Thursday, April 23, 2015

The Proposed Ratepayer Protection Act Will Not Actually Protect Ratepayers

By Amelia Schlusser, Staff Attorney

On March 23, 2015, U.S. Representative Ed Whitfield (R-Ky.), Chairman of the House Energy and Power Subcommittee, introduced a discussion draft of a bill titled the “Ratepayer Protection Act of 2015,” which would allow states to “opt out” of complying with the Environmental Protection Agency’s final Clean Power Plan.

The draft bill aims to dramatically weaken state compliance obligations under the Clean Power Plan. First, the bill would extend the rule’s compliance deadlines until final judgments are issued in all legal challenges against EPA’s regulation, which could take years. Second, and more significantly, the bill would exempt a state from adopting a plan to implement the final rule if the governor determines that compliance would “have a significant adverse effect on the State’s residential, commercial, or industrial ratepayers” or “on the reliability of the State’s electricity system.” A state could also refuse to implement a federal plan if these same conditions are met. In determining whether compliance would adversely affect ratepayers, the state must take into account any potential rate increases associated with implementation of the Clean Power Plan or other federal or state environmental regulations. In determining whether compliance would adversely affect reliability, the state must consider the rule’s effects on the state’s electricity generating resources, transmission and distribution infrastructure, and projected electricity demands.

Rep. Whitfield argues that this legislation is necessary to protect coal-dependent states, like Kentucky, from rising electricity rates. According to the House Energy & Commerce Committee website, the bill “seeks to empower states to protect families and businesses from higher electricity rates and other harmful effects of EPA’s pending rule to regulate carbon dioxide emissions from existing power plants.” Whitfield described the Clean Power Plan as an “unprecedented power grab,” and stated that his “commonsense legislation” is necessary to protect states from “EPA’s damaging overreach.” House Energy and Power Committee Chairman Fred Upton (R-MI) also expressed his support for Whitfield’s legislation, stating, “[t]his bill is about protecting families and jobs.”

Supporting Alarmist Claims With Questionable Data

Rep. Whitfield rationalizes his opposition to EPA’s proposed rule by asserting that the Clean Power Plan will unreasonably burden ratepayers. EPA estimated that the rule’s annual compliance costs would range from $5.4 to $7.4 billion in 2020 and range from $7.3 to $8.8 billion in 2030. Proponents of the Ratepayer Protection Act, however, cautioned that the rule’s actual compliance costs may be much higher than EPA projected. An April 10 memo introducing the draft bill argued that according to “other estimates,” the rule’s compliance costs could potentially range from $366 to $479 billion between 2017 and 2031.

The “other estimates” cited by the memo were drawn from a NERA Economic Consulting report prepared for the American Coalition for Clean Coal Electricity, the American Fuel & Petrochemical Manufacturers, and the National Mining Association, among others.

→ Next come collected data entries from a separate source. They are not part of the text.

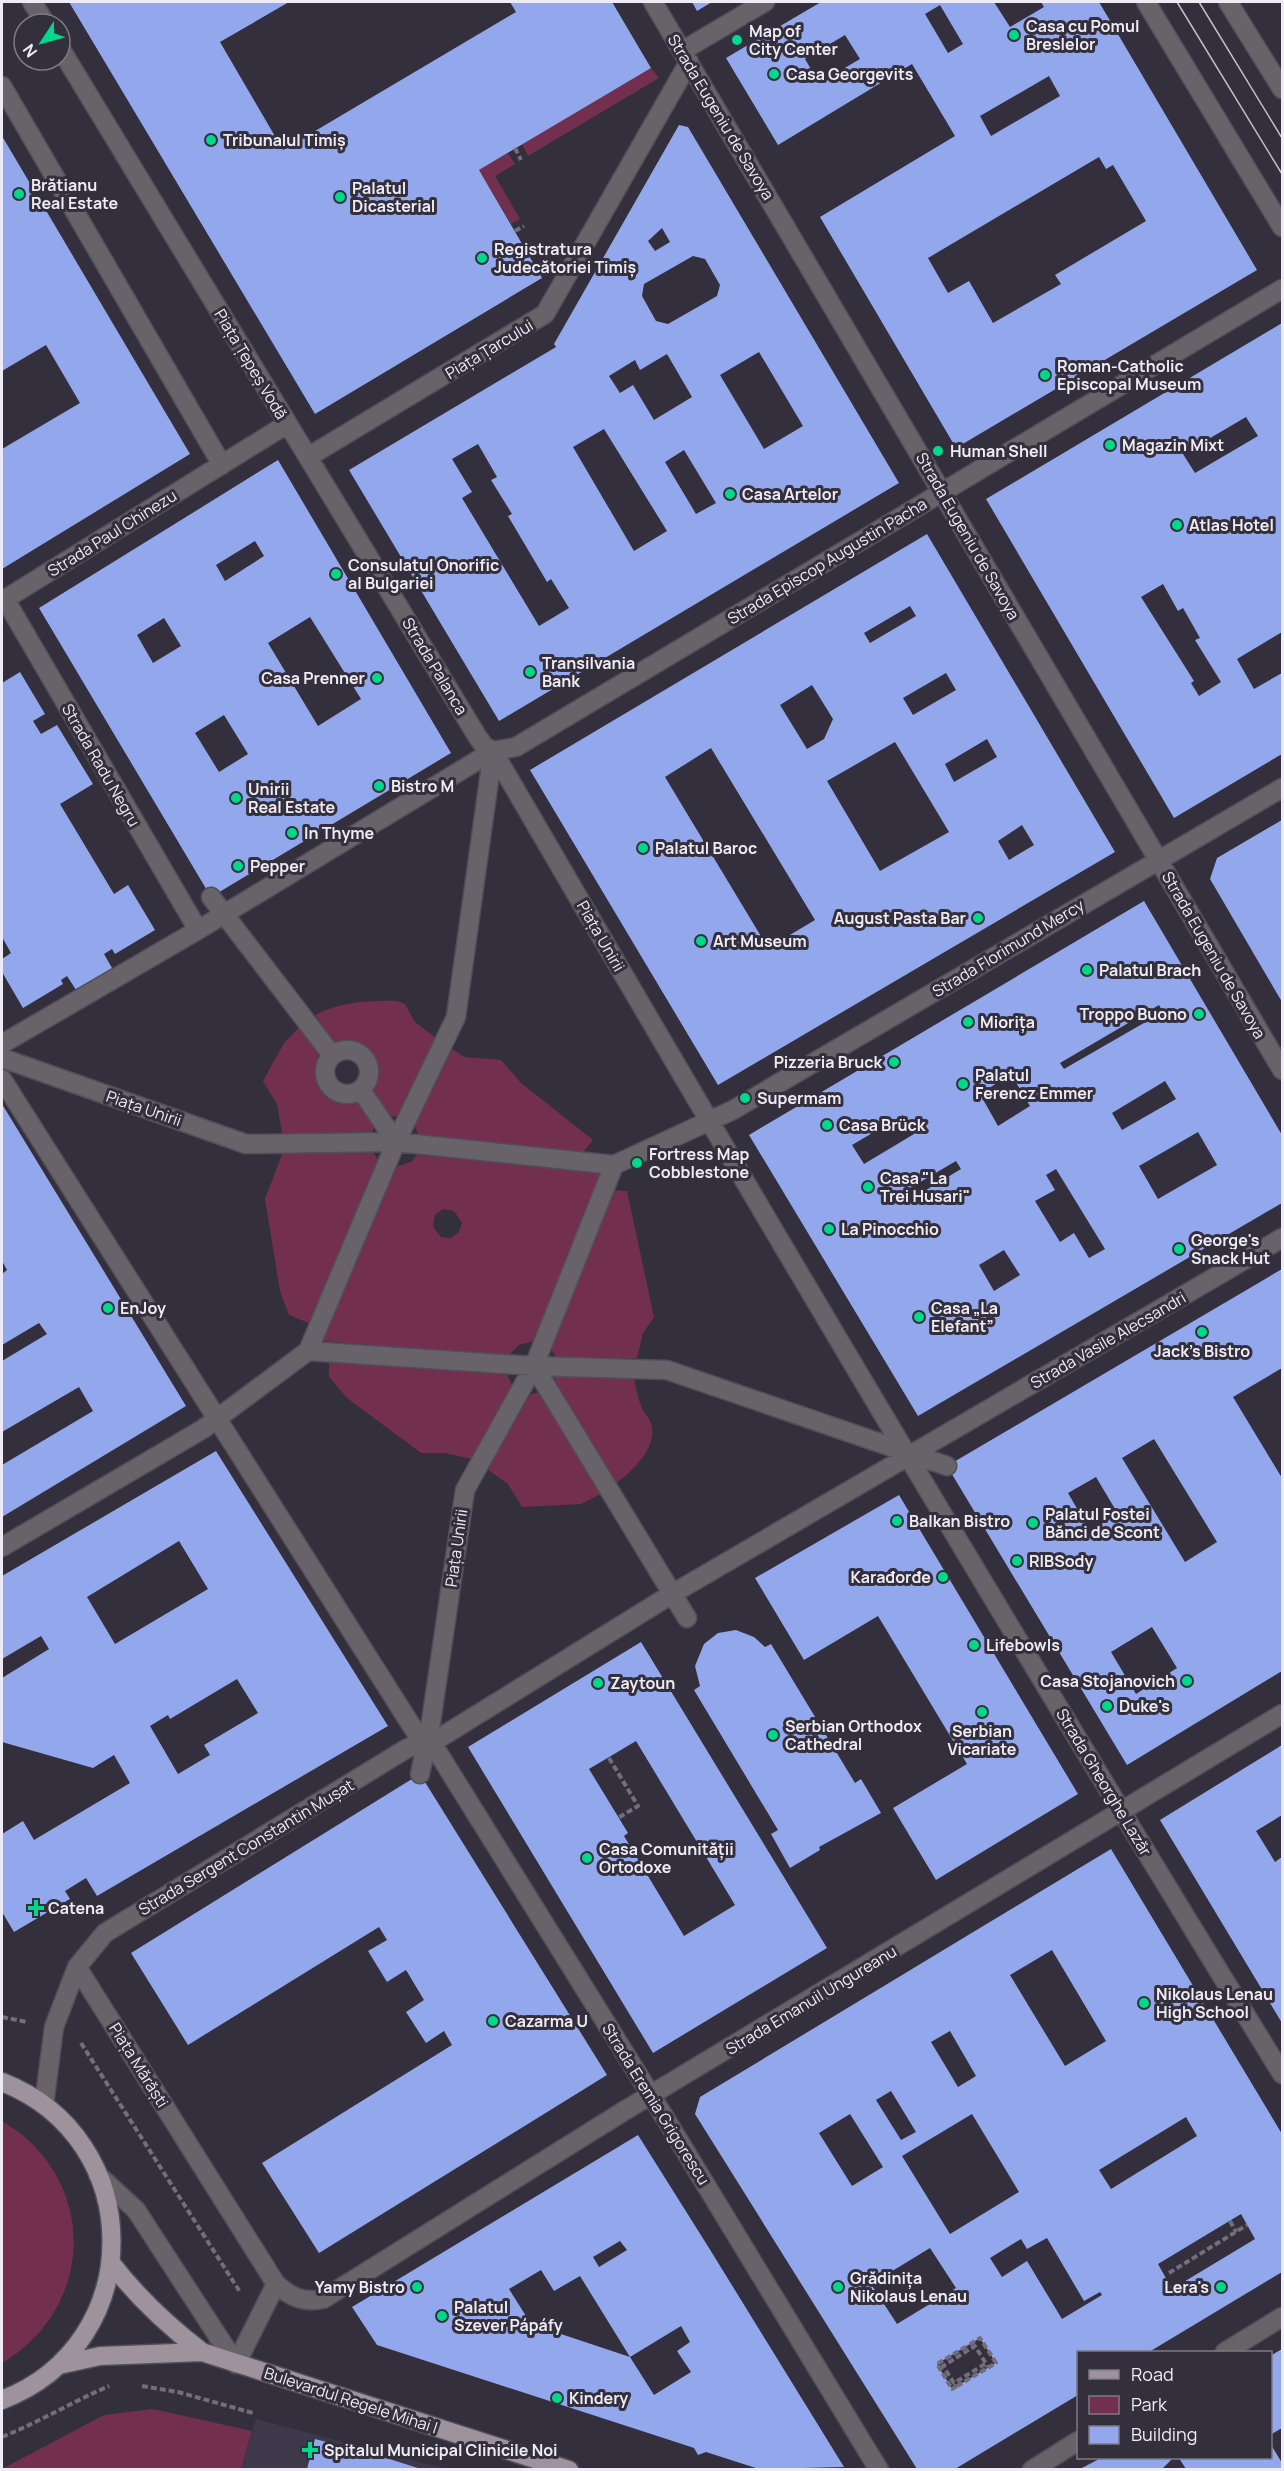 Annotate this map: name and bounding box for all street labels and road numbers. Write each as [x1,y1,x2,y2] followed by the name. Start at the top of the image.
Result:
[663,30,779,204] street label: Strada Eugeniu de Savoya
[209,305,293,423] street label: Piața Țepeș Vodă
[441,314,537,384] street label: Piața Țarcului
[911,448,1025,624] street label: Strada Eugeniu de Savoya
[43,484,181,582] street label: Strada Paul Chinezu
[723,493,931,629] street label: Strada Episcop Augustin Pacha
[397,613,473,719] street label: Strada Palanca
[57,700,145,830] street label: Strada Radu Negru
[1157,867,1271,1043] street label: Strada Eugeniu de Savoya
[928,894,1089,1002] street label: Strada Florimund Mercy
[572,897,630,975] street label: Piața Unirii
[103,1085,185,1131] street label: Piața Unirii
[1026,1286,1190,1394] street label: Strada Vasile Alecsandri
[440,1508,472,1588] street label: Piața Unirii
[1051,1704,1157,1860] street label: Strada Gheorghe Lazăr
[134,1774,358,1920] street label: Strada Sergent Constantin Mușat
[721,1940,901,2060] street label: Strada Emanuil Ungureanu
[104,2018,174,2112] street label: Piața Mărăști
[597,2019,715,2189] street label: Strada Eremia Grigorescu
[262,2362,440,2438] street label: Bulevardul Regele Mihai I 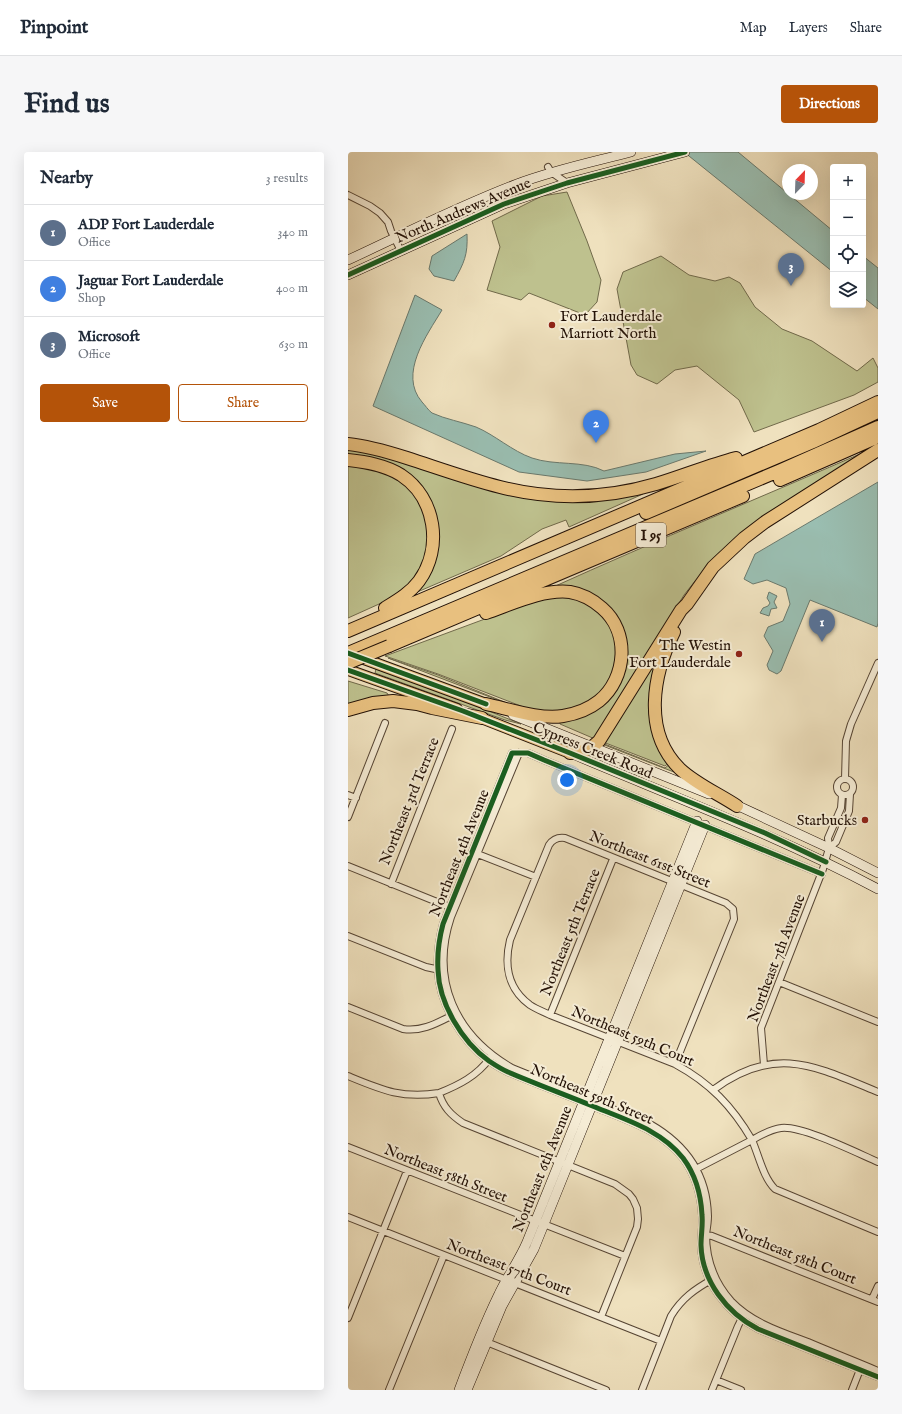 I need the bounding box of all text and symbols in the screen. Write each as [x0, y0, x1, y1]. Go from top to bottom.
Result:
text: Pinpoint [20, 16, 88, 40]
text: Map [740, 19, 767, 37]
text: Layers [789, 19, 828, 37]
text: Share [850, 19, 882, 37]
button: Directions [781, 85, 878, 123]
text: Find us [24, 87, 110, 122]
north arrow [782, 164, 818, 200]
map controls [830, 164, 866, 308]
button: + [830, 164, 866, 200]
text: Nearby [40, 168, 93, 189]
text: 3 results [266, 170, 308, 187]
street label: North Andrews Avenue [393, 173, 534, 248]
button: − [830, 200, 866, 236]
text: ADP Fort Lauderdale [78, 215, 214, 234]
text: 1 [51, 224, 55, 241]
text: 340 m [278, 224, 308, 241]
text: Office [78, 234, 110, 251]
button: locate [830, 236, 866, 272]
pin: 3 [778, 253, 804, 286]
text: Jaguar Fort Lauderdale [78, 271, 223, 290]
button: layers [830, 272, 866, 308]
text: 2 [50, 280, 56, 297]
text: 400 m [276, 280, 308, 297]
text: Shop [78, 290, 106, 307]
place label: Fort Lauderdale Marriott North [560, 307, 662, 343]
marker: Fort Lauderdale Marriott North [547, 320, 557, 330]
text: Microsoft [78, 327, 140, 346]
text: 3 [51, 336, 55, 353]
text: 630 m [278, 336, 308, 353]
text: Office [78, 346, 110, 363]
button: Save [40, 384, 170, 422]
button: Share [178, 384, 308, 422]
pin: 2 [583, 410, 609, 443]
road number: I 95 [636, 523, 666, 547]
pin: 1 [809, 609, 835, 642]
place label: The Westin Fort Lauderdale [629, 636, 731, 672]
marker: The Westin Fort Lauderdale [734, 649, 744, 659]
street label: Cypress Creek Road [530, 718, 656, 784]
street label: Northeast 3rd Terrace [375, 734, 444, 868]
your location [557, 770, 577, 790]
street label: Northeast 4th Avenue [425, 787, 494, 920]
place label: Starbucks [797, 811, 857, 830]
marker: Starbucks [860, 815, 870, 825]
street label: Northeast 61st Street [586, 826, 713, 892]
street label: Northeast 5th Terrace [536, 866, 605, 999]
street label: Northeast 7th Avenue [743, 891, 810, 1025]
street label: Northeast 59th Court [568, 1002, 697, 1071]
street label: Northeast 59th Street [527, 1060, 656, 1129]
street label: Northeast 6th Avenue [508, 1103, 577, 1235]
street label: Northeast 58th Street [381, 1140, 510, 1207]
street label: Northeast 58th Court [730, 1222, 859, 1289]
street label: Northeast 57th Court [444, 1235, 574, 1300]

While the industry-funded assessment did estimate that compliance costs would be much higher than EPA’s projections, the report’s authors noted that the data they applied in their analysis was not independently verified and may not be accurate or complete. Moreover, the report projected that implementation costs would be highest (i.e. $479 billion) under a scenario in which states refused to use renewable energy, energy efficiency, and new nuclear power to achieve compliance. These high compliance costs would instead be directly attributed to rising natural gas prices.

Lamenting Costs While Ignoring Benefits

The cost projections favored by Rep. Whitfield fail to account for the economic and social benefits that the Clean Power Plan would provide. EPA estimated that the final rule would contribute $55 to $93 billion in climate and health benefits by 2030. The Agency projected that the rule would prevent 2,700 to 6,000 premature deaths resulting from air pollution, and would avoid 140,000 to 150,000 asthma attacks in children. By reducing power-sector CO2 emissions by 30% below 2005 levels, the rule could help to mitigate the impacts from climate change, which cost the U.S. economy more than $100 billion in 2012 alone.

The Clean Power Plan will also contribute to economic growth and create significant new employment opportunities. A new report by Industrial Economics and the Interindustry Economic Research Fund estimated that the final rule would lead to 74,000 new jobs in 2020 and would contribute an additional 196,000 to 273,000 new jobs each year between 2025 and 2040.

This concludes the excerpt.